(Supplied material Opens)
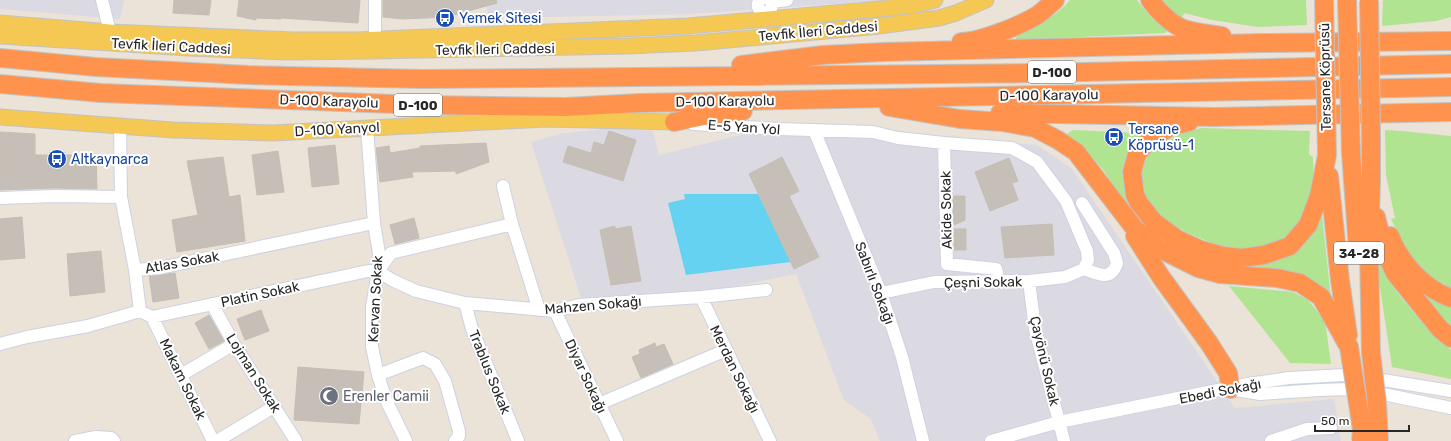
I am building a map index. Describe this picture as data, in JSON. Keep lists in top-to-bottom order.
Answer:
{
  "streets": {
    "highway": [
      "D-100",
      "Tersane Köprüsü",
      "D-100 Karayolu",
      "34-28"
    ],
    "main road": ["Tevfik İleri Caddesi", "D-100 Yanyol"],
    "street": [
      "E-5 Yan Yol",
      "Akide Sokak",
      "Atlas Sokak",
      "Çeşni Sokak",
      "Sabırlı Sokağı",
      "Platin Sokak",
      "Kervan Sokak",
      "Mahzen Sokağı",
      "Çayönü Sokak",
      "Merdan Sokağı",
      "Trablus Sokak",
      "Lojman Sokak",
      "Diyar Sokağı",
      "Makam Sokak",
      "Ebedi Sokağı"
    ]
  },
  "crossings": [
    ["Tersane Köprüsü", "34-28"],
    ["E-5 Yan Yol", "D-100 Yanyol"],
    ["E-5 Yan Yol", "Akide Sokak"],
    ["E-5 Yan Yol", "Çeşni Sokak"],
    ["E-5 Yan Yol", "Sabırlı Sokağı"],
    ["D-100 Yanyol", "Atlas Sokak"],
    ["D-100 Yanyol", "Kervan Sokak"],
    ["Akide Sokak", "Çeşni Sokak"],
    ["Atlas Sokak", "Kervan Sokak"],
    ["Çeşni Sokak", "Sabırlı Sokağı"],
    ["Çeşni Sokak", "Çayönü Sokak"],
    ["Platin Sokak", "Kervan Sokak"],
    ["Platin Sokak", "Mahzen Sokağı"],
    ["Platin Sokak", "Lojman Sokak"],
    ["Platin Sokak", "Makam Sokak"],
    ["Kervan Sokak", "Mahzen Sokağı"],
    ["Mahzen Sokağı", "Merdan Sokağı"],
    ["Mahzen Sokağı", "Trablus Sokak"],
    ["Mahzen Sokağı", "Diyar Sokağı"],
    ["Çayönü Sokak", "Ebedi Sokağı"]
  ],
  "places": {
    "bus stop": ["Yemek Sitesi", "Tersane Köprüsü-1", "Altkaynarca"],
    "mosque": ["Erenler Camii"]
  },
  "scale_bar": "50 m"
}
(Supplied material Closes)
Exercise requirements.
Every entry above should be restated word for word, with the images left out.

Exercise output.
I am building a map index. Describe this picture as data, in JSON. Keep lists in top-to-bottom order.
Answer:
{
  "streets": {
    "highway": [
      "D-100",
      "Tersane Köprüsü",
      "D-100 Karayolu",
      "34-28"
    ],
    "main road": ["Tevfik İleri Caddesi", "D-100 Yanyol"],
    "street": [
      "E-5 Yan Yol",
      "Akide Sokak",
      "Atlas Sokak",
      "Çeşni Sokak",
      "Sabırlı Sokağı",
      "Platin Sokak",
      "Kervan Sokak",
      "Mahzen Sokağı",
      "Çayönü Sokak",
      "Merdan Sokağı",
      "Trablus Sokak",
      "Lojman Sokak",
      "Diyar Sokağı",
      "Makam Sokak",
      "Ebedi Sokağı"
    ]
  },
  "crossings": [
    ["Tersane Köprüsü", "34-28"],
    ["E-5 Yan Yol", "D-100 Yanyol"],
    ["E-5 Yan Yol", "Akide Sokak"],
    ["E-5 Yan Yol", "Çeşni Sokak"],
    ["E-5 Yan Yol", "Sabırlı Sokağı"],
    ["D-100 Yanyol", "Atlas Sokak"],
    ["D-100 Yanyol", "Kervan Sokak"],
    ["Akide Sokak", "Çeşni Sokak"],
    ["Atlas Sokak", "Kervan Sokak"],
    ["Çeşni Sokak", "Sabırlı Sokağı"],
    ["Çeşni Sokak", "Çayönü Sokak"],
    ["Platin Sokak", "Kervan Sokak"],
    ["Platin Sokak", "Mahzen Sokağı"],
    ["Platin Sokak", "Lojman Sokak"],
    ["Platin Sokak", "Makam Sokak"],
    ["Kervan Sokak", "Mahzen Sokağı"],
    ["Mahzen Sokağı", "Merdan Sokağı"],
    ["Mahzen Sokağı", "Trablus Sokak"],
    ["Mahzen Sokağı", "Diyar Sokağı"],
    ["Çayönü Sokak", "Ebedi Sokağı"]
  ],
  "places": {
    "bus stop": ["Yemek Sitesi", "Tersane Köprüsü-1", "Altkaynarca"],
    "mosque": ["Erenler Camii"]
  },
  "scale_bar": "50 m"
}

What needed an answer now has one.